Территория Грузии изобилует пещерами, часть из которых представляет собой древние искусственные сооружения в скалах, пропастях, колодцах и шахтах, которые тоже использовались грузинским народом и его армией во все времена.
Из пещер античного периода добрую службу сыграла Уплисцихе с жилыми комплексами античного периода, с залами и театром.
Вардзия с известным в мире 5-6-этажным пещерным городом.
Самсарский пещерный монастырь.
Пропасть на горе Арабика (Гудаутский район), глубина которой определяется 2400 м.
Анакопийская пропасть (Новый Афон), имеющая многоярусный комплекс с целой системой грандиозных горизонтальных залов длиной до 300 м, шириной-180 и высотой 75-80 м.
Втягивались в затяжные сражения огромные армии Тамерлана. В этой для него страшной стране становилось бесцельным продолжать бесконечные сражения, ибо они обескровливали его войска, а нужно было удерживать огромные завоевания. Поэтому ему всеми мерами хотелось достигнуть мира с Грузией, для чего он организовал провокационное письмо Георгию о том, что если тот не заключит мир, то он уничтожит армянский народ.
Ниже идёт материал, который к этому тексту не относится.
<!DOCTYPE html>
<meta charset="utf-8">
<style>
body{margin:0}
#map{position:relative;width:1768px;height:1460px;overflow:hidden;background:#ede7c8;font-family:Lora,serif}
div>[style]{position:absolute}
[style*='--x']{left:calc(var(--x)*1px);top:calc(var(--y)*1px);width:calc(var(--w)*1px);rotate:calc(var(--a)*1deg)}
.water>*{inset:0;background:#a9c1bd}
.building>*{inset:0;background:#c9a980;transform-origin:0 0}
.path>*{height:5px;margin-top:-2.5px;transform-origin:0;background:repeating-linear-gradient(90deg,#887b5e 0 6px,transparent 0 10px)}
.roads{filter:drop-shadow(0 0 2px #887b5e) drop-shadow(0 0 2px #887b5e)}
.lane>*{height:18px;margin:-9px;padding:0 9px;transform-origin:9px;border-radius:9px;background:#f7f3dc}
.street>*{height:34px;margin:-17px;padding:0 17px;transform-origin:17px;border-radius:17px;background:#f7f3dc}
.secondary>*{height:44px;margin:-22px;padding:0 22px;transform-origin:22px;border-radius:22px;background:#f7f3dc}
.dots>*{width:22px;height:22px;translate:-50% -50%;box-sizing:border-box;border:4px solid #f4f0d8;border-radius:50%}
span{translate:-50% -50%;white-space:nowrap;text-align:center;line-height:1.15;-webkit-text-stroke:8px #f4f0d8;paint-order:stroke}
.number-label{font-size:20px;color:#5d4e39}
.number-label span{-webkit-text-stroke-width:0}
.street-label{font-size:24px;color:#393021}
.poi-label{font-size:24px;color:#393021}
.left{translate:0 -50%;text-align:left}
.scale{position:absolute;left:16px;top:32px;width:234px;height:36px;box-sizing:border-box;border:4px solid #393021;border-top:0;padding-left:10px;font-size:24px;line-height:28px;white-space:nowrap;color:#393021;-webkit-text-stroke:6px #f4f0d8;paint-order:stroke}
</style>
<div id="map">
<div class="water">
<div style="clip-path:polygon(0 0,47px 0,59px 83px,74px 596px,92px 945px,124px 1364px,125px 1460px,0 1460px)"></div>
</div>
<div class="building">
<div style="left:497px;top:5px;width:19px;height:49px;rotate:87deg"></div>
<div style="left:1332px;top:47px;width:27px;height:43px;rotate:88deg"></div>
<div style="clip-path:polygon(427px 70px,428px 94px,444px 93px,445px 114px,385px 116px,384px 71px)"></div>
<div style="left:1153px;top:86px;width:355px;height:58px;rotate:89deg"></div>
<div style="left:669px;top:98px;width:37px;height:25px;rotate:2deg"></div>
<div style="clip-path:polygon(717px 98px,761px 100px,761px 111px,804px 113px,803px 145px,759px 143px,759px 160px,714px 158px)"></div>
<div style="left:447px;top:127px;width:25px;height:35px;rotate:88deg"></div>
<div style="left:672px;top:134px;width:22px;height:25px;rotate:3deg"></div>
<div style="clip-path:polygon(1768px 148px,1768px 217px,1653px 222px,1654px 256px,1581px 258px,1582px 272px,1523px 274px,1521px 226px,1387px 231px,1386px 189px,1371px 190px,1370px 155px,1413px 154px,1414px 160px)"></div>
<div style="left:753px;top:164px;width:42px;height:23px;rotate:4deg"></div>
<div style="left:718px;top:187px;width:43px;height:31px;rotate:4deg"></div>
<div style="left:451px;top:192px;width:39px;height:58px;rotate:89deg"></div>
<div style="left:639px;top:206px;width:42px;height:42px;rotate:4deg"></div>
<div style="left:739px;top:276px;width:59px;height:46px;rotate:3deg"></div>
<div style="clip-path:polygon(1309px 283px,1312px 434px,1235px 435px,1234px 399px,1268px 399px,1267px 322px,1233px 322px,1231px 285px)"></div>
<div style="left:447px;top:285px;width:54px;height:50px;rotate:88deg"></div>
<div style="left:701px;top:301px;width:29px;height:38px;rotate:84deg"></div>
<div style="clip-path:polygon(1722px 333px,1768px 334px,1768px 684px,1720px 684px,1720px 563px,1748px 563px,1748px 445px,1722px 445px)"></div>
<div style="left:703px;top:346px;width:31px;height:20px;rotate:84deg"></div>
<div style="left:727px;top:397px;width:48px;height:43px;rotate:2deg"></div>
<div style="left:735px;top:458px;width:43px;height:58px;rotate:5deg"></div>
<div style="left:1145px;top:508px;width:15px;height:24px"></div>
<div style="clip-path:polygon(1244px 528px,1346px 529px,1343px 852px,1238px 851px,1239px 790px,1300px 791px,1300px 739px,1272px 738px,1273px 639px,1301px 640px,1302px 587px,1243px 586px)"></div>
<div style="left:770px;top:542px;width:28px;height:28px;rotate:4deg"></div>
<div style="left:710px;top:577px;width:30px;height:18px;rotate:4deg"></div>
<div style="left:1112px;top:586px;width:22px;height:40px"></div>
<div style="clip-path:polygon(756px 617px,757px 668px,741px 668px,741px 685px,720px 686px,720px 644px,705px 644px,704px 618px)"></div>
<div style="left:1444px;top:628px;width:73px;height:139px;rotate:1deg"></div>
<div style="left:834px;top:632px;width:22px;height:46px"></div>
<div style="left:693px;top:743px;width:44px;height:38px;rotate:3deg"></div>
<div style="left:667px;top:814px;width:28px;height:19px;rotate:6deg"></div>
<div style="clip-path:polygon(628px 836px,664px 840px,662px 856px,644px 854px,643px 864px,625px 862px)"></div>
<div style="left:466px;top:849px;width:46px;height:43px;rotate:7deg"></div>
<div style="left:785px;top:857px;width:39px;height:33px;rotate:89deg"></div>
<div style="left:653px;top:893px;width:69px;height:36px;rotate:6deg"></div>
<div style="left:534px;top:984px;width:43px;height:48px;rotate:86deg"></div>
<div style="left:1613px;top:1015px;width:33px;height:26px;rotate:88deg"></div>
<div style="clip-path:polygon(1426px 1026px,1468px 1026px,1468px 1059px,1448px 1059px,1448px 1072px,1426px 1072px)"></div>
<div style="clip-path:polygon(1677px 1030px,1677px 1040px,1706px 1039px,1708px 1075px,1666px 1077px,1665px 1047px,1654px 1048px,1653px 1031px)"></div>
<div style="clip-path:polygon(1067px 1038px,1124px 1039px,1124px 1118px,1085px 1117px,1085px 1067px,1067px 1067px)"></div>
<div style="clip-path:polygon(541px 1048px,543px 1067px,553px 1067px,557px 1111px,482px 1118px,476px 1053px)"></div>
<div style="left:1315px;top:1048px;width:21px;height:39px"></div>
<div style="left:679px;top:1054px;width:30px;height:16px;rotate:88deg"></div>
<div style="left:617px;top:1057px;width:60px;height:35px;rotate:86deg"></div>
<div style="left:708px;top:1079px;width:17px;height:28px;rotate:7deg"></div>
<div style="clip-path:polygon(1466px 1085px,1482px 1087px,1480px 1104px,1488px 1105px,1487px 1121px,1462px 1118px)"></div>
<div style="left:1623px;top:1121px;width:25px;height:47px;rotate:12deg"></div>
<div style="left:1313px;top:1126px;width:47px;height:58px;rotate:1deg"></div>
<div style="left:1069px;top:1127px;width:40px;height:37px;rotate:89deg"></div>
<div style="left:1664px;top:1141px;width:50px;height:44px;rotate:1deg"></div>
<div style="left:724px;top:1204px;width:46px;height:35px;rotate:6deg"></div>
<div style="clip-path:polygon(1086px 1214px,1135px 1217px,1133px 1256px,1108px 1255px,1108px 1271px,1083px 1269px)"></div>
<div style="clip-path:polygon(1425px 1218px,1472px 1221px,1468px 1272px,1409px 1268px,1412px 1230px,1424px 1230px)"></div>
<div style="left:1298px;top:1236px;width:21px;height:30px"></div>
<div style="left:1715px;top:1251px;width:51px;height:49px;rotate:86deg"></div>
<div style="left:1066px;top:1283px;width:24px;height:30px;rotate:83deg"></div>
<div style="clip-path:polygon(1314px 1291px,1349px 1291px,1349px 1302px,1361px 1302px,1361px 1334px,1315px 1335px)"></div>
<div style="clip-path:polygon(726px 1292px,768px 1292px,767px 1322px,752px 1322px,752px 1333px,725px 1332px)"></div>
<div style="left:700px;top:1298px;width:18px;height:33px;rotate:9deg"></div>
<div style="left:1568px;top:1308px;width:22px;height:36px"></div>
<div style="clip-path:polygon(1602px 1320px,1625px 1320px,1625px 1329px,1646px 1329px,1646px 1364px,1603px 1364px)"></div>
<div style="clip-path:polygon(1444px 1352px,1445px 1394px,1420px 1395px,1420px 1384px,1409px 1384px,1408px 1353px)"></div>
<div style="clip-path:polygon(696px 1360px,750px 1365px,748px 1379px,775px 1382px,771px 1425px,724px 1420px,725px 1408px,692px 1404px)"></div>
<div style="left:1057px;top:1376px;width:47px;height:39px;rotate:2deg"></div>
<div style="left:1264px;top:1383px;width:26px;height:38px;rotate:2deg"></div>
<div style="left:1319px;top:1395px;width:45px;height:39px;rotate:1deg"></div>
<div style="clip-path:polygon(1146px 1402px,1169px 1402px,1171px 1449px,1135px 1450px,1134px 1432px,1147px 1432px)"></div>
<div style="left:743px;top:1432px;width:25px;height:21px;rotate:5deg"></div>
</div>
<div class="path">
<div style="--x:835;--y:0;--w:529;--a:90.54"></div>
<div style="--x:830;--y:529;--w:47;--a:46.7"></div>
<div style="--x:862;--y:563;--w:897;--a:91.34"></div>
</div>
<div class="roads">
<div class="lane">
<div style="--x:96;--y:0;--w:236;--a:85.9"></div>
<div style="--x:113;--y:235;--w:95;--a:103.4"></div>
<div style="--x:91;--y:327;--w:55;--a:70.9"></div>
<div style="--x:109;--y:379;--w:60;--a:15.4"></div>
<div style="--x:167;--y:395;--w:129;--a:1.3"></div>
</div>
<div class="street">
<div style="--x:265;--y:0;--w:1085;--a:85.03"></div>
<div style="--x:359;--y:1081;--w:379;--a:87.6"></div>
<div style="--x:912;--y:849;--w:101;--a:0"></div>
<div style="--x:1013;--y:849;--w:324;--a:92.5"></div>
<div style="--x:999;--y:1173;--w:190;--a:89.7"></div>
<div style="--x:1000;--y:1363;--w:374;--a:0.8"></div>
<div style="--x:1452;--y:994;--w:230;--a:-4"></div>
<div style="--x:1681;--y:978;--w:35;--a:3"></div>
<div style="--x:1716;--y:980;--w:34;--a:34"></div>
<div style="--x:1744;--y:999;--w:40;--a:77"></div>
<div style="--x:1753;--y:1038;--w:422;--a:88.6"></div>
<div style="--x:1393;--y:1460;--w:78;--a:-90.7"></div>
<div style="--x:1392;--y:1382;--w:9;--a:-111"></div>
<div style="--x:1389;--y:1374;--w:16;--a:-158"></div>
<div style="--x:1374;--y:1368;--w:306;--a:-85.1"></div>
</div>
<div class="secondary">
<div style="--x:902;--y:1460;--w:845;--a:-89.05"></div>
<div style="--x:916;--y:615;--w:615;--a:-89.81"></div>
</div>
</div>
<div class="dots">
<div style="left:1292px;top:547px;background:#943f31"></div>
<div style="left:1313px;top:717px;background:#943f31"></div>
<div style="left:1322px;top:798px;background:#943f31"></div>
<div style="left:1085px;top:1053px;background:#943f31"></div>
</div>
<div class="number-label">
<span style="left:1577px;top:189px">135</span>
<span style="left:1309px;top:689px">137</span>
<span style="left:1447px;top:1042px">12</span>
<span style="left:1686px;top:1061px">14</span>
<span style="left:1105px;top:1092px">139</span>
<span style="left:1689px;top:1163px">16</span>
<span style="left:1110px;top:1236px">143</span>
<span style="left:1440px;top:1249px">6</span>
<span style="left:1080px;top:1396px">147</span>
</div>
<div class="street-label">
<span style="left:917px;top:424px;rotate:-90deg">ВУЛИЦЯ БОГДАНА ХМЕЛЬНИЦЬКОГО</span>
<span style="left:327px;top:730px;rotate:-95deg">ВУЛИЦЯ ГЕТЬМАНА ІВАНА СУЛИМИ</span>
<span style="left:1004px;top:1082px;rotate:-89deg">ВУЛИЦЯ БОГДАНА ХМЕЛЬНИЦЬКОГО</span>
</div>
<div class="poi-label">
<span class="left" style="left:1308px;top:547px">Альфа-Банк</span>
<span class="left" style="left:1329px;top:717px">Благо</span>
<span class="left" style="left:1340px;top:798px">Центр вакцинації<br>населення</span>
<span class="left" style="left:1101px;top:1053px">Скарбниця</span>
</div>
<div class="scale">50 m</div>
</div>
Дружба и поддержка как основа государственности и самой жизни грузинского народа не допускали совершиться этому варварству, и царь Георгий пошел на мир, но не сам явился к Тамерлану, а послал подарки, чем тот удовлетворился и удалился из Грузии, не трогая Армению.
Через два года самый страшный истребитель народов, проклятый всеми, умер от горячки.
Грузия в ходе 17-летних нашествий Тамерлана была разорена, разрушена, сожжена настолько, что требовались века для восстановления прежней жизни разоренного хозяйства и ее культуры. Историки сопоставляли, что в Грузии было стерто с лица земли Тамерланом больше городов и сел, чем в огромной Индии, но Индию он покорил одним четырехмесячным нашествием, а Грузию так и не смог сломить и уничтожить за восемь кровавых вторжений в течение 17 лет. Какие только великие страны он не покорял, а тут христианскую горсточку не смог одолеть, и это его бесило. Поэтому он хотел истребить всё живое в Грузии, сжечь, вырвать с корнями все основы их жизни, сровнять страну с землей и оставить после себя невосстанавливаемые «пустоши» (партахи), «селища» (насоплари), «городища» (накалакари), «становища» (насахлари), что совершенно не похоже на войну и может быть определено как дикая форма огульного истребления людей.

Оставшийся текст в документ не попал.